* **Available data**:
######

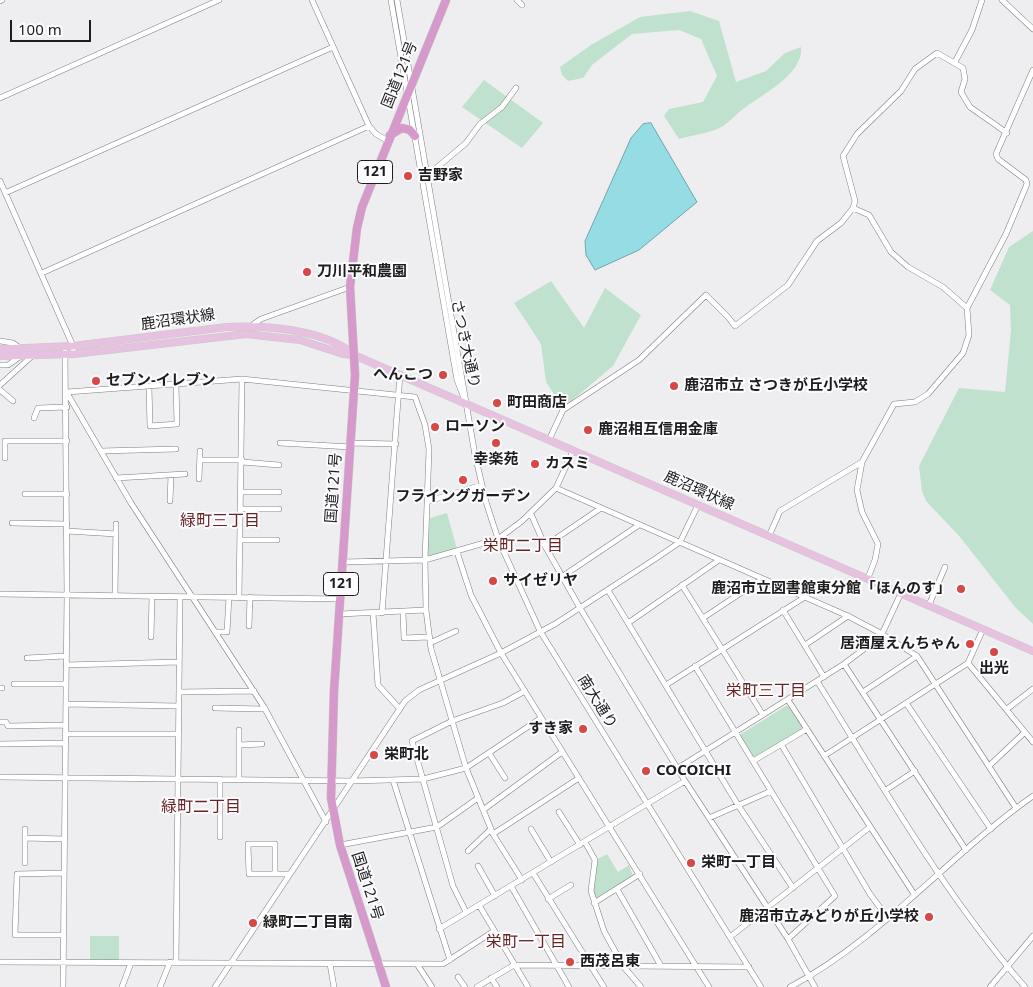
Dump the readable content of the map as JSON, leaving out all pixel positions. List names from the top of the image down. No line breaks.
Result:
{"streets":{"highway":["国道121号","121"],"main road":["鹿沼環状線"],"street":["さつき大通り","南大通り"]},"crossings":[["国道121号","鹿沼環状線"],["国道121号","さつき大通り"],["鹿沼環状線","さつき大通り"],["鹿沼環状線","南大通り"],["さつき大通り","南大通り"]],"districts":["緑町三丁目","栄町二丁目","栄町三丁目","緑町二丁目","栄町一丁目"],"places":["吉野家","刀川平和農園","へんこつ","セブン-イレブン","鹿沼市立 さつきが丘小学校","町田商店","ローソン","鹿沼相互信用金庫","幸楽苑","カスミ","フライングガーデン","サイゼリヤ","鹿沼市立図書館東分館「ほんのす」","居酒屋えんちゃん","出光","すき家","栄町北","COCOICHI","栄町一丁目","鹿沼市立みどりが丘小学校","緑町二丁目南","西茂呂東"],"scale_bar":"100 m"}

######

* **Directions**:
Only the text of the listing should be returned, exactly and in full; no image goes into the copy.

* **Answer to this exercise**:
Dump the readable content of the map as JSON, leaving out all pixel positions. List names from the top of the image down. No line breaks.
Result:
{"streets":{"highway":["国道121号","121"],"main road":["鹿沼環状線"],"street":["さつき大通り","南大通り"]},"crossings":[["国道121号","鹿沼環状線"],["国道121号","さつき大通り"],["鹿沼環状線","さつき大通り"],["鹿沼環状線","南大通り"],["さつき大通り","南大通り"]],"districts":["緑町三丁目","栄町二丁目","栄町三丁目","緑町二丁目","栄町一丁目"],"places":["吉野家","刀川平和農園","へんこつ","セブン-イレブン","鹿沼市立 さつきが丘小学校","町田商店","ローソン","鹿沼相互信用金庫","幸楽苑","カスミ","フライングガーデン","サイゼリヤ","鹿沼市立図書館東分館「ほんのす」","居酒屋えんちゃん","出光","すき家","栄町北","COCOICHI","栄町一丁目","鹿沼市立みどりが丘小学校","緑町二丁目南","西茂呂東"],"scale_bar":"100 m"}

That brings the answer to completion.